How Museums Will Eventually Tell the Story of COVID-19
Masks, ventilators, and Zoom recordings may one day be the artifacts of our time.
In early March, as New York City braced for the spread of the novel coronavirus, hand sanitizer began flying off store shelves. That’s when Margi Hofer, museum director at the New-York Historical Society, got an email about it. Rebecca Klassen, the museum’s associate curator of material culture, sent her a note remarking on the scarcity, and how precious it seemed. She wrote, “Purell has become liquid gold,” Hofer remembered. Nervous shoppers were treating the alcohol-based product as a talisman, and the museum staff decided—to help tell the story of the pandemic—that they ought to add a bottle to the collection.

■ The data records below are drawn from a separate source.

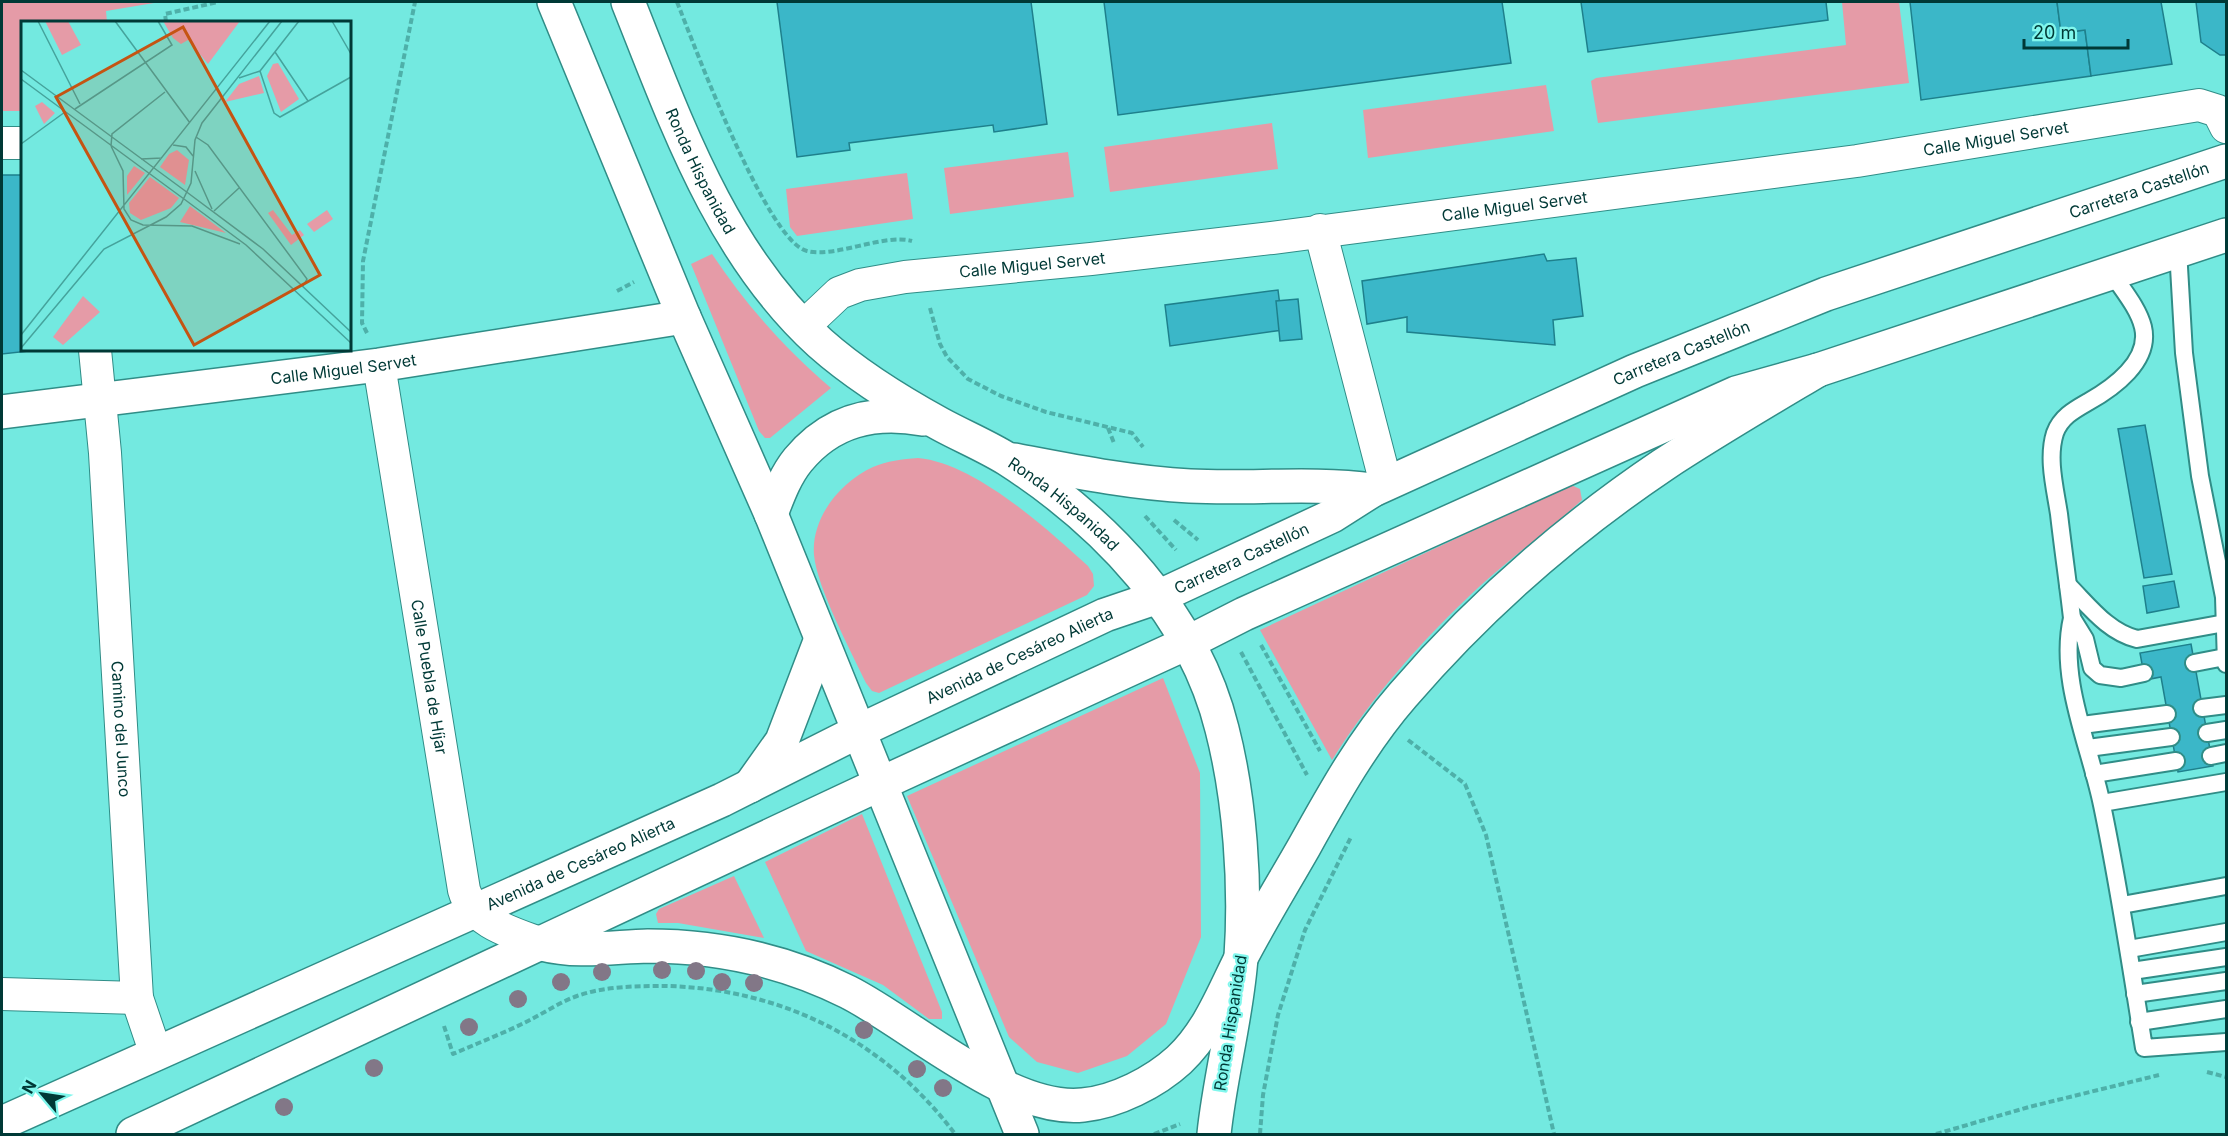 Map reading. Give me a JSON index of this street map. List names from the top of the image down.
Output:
{
  "streets": {
    "main road": [
      "Calle Miguel Servet",
      "Ronda Hispanidad",
      "Carretera Castellón",
      "Avenida de Cesáreo Alierta"
    ],
    "street": ["Calle Puebla de Híjar", "Camino del Junco"]
  },
  "crossings": [
    ["Calle Miguel Servet", "Ronda Hispanidad"],
    ["Calle Miguel Servet", "Calle Puebla de Híjar"],
    ["Calle Miguel Servet", "Camino del Junco"],
    ["Ronda Hispanidad", "Carretera Castellón"],
    ["Ronda Hispanidad", "Avenida de Cesáreo Alierta"],
    ["Carretera Castellón", "Avenida de Cesáreo Alierta"],
    ["Avenida de Cesáreo Alierta", "Calle Puebla de Híjar"],
    ["Avenida de Cesáreo Alierta", "Camino del Junco"]
  ],
  "scale_bar": "20 m",
  "north": "top left"
}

As the virus spreads, many cultural institutions have locked their doors to help slow transmission. Most staff members are working from home, while visitors explore galleries digitally, from a distance. Meanwhile, the pandemic has already claimed more than 10,000 lives in New York City, and killed more than 148,000 people worldwide. It is baldly, undeniably historic—and that means that institutions are hurrying to collect artifacts that tell the story of this scary, scattered time.

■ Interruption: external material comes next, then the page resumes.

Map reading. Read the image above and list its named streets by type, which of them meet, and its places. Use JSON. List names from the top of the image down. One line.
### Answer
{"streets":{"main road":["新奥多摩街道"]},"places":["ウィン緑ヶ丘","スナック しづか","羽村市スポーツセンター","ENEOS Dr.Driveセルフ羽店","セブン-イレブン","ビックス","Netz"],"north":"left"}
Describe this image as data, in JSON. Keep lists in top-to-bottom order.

It’s a strange moment to be adding to a collection: Future exhibits aren’t necessarily always front of mind for either remote employees or potential donors, all of whom may be caring for sick family members, home-schooling their kids, and trying to stay healthy—and some institutions are also just trying to stay afloat. After the City Reliquary, a community museum in Brooklyn, put its in-person programming on pause, it let go of its only paid employee, says Dave Herman, the museum’s founder. The growing work to collect COVID-19 ephemera is a labor of a dozen or so passionate volunteers. (The museum is migrating to paid events online.) The vast majority of the staff of the New-York Historical Society, in Manhattan, is currently remote. The 10 people working on the “History Responds” project—the effort to crowdsource objects relating to seismic events as they play out in real-time—have fanned out to at least three states, and stay in touch through emails and the occasional Zoom meeting. “It’s a very busy effort,” Hofer says. “It just happens, right now, to be very geographically dispersed.”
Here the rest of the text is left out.